言語変更のメリットを次のように考えています。
- 可読性の向上
- 言語の安全性向上
- メンテナンス性の向上
- 言語背景が(ある程度)似ているため、今までよりもプラットフォーム間の共通点が多い
一方デメリットは次の通りです。
- 自由度の低下(安全性とトレードオフ)
- バイナリサイズの膨張や呼び出しコスト増大
- レガシーな開発環境のアプリでは、余計なものが増えてしまう
デメリットはレガシーな開発環境に限定されており、近年では完全にレガシーな環境のアプリは少ないと判断しました。
また、PLAIDではチームやプラットフォームの垣根なくコードを書くことが多いため、言語仕様が(ある程度)近いことによるメリットは大きいと感じています。
リファレンス自動生成
v1では、Developer Portal(Karteを利用する開発者向けのドキュメント置き場)のAPIリファレンスを、手動でメンテナンスしていました。
この方式は更新漏れでコードとドキュメントに乖離が生じやすい上に、バージョン毎の対応関係もわからずメンテナンスコストが高い状態でした。

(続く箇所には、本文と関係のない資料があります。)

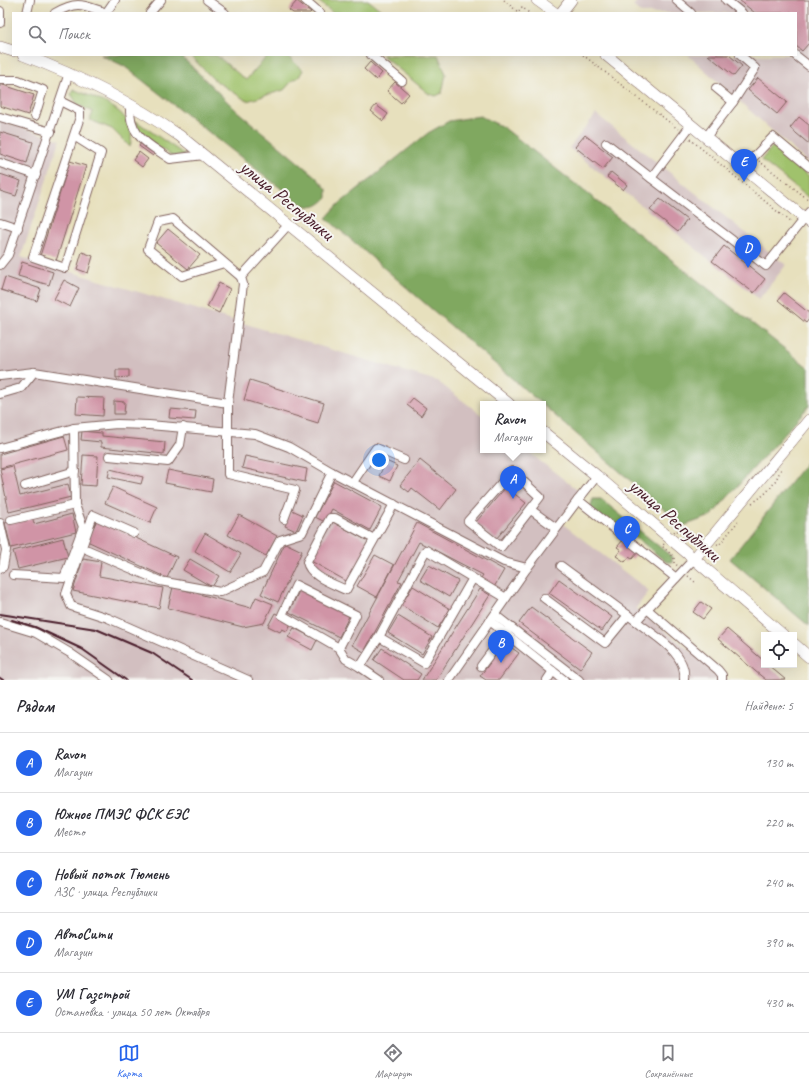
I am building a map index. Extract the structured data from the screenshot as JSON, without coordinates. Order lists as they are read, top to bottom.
{
  "streets": {
    "main road": ["улица Республики"]
  },
  "page": {
    "search": "Поиск",
    "pins": [
      "E",
      "D",
      "A",
      "C",
      "B"
    ],
    "popup": ["Ravon", "Магазин"],
    "heading": ["Рядом", "Найдено: 5"],
    "list": [
      {
        "mark": "A",
        "name": "Ravon",
        "note": "Магазин",
        "value": "130 m"
      },
      {
        "mark": "B",
        "name": "Южное ПМЭС ФСК ЕЭС",
        "note": "Место",
        "value": "220 m"
      },
      {
        "mark": "C",
        "name": "Новый поток Тюмень",
        "note": "АЗС · улица Республики",
        "value": "240 m"
      },
      {
        "mark": "D",
        "name": "АвтоСити",
        "note": "Магазин",
        "value": "390 m"
      },
      {
        "mark": "E",
        "name": "УМ Газстрой",
        "note": "Остановка · улица 50 лет Октября",
        "value": "430 m"
      }
    ],
    "nav": ["Карта", "Маршрут", "Сохранённые"]
  }
}
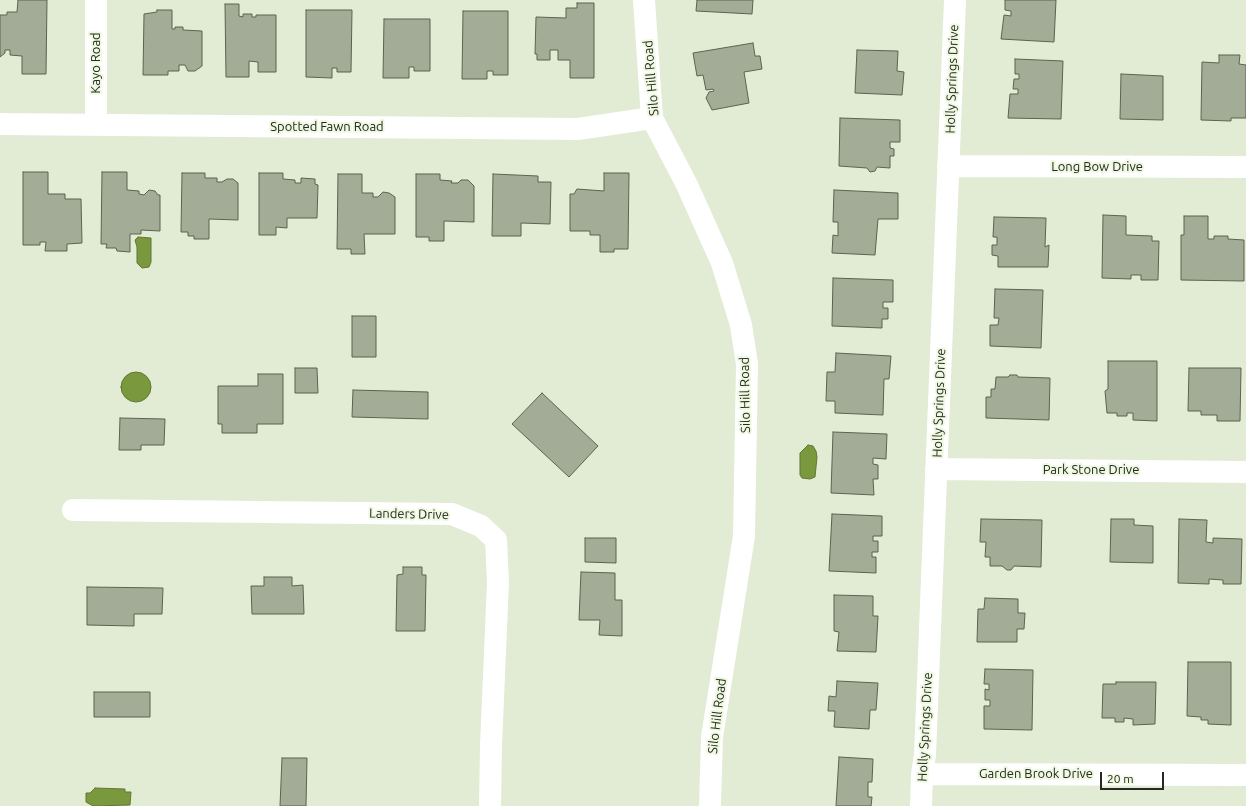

v2からは、ドキュメンテーションコメントをソースコード内に記載し、リファレンスを自動生成することで、コードとドキュメントの乖離が起きにくくしました。iOSはrealm/jazzy、AndroidはKotlin/dokkaでドキュメントを生成しています。
また、バージョン毎にリファレンスが生成されるようになり、対応関係がより明確になりました。リファレンスはGitHubのリポジトリにPushして、iOS / AndroidともにGithub Pagesを利用して公開しています。
v2では、ここで紹介した他にも、サポートポリシーの刷新や新機能追加などを多く盛り込みました。興味があるかたは、ぜひリリースノートをご覧ください
OSS化とv2リリースを同時進行したことによる効果
v2へのメジャーアップデートとOSS化を同時にリリースしたことで、結果として「OSS化だけでは提供できない価値」である「機能性」「拡張性」「保守性」を付与できました。
これにより「SDK利用者の開発体験」全体を向上させることができインパクトのあるリリースになったのではないかと考えています。
おわりに
簡単にSDKをOSS化した背景、v2アップデートの概要、チームで取り組んだことを紹介しました。
まだまだ、OSS運用のノウハウは溜まっておらず、英語のみでのメンテナンスや、他開発者とのコラボレーション方法の整備に関してもスタート地点であり、その他にも多くの課題が残っています。
引き続き、透明性が高く開発者が安心して使えるSDKを提供するために改善を続けていきたいと思います。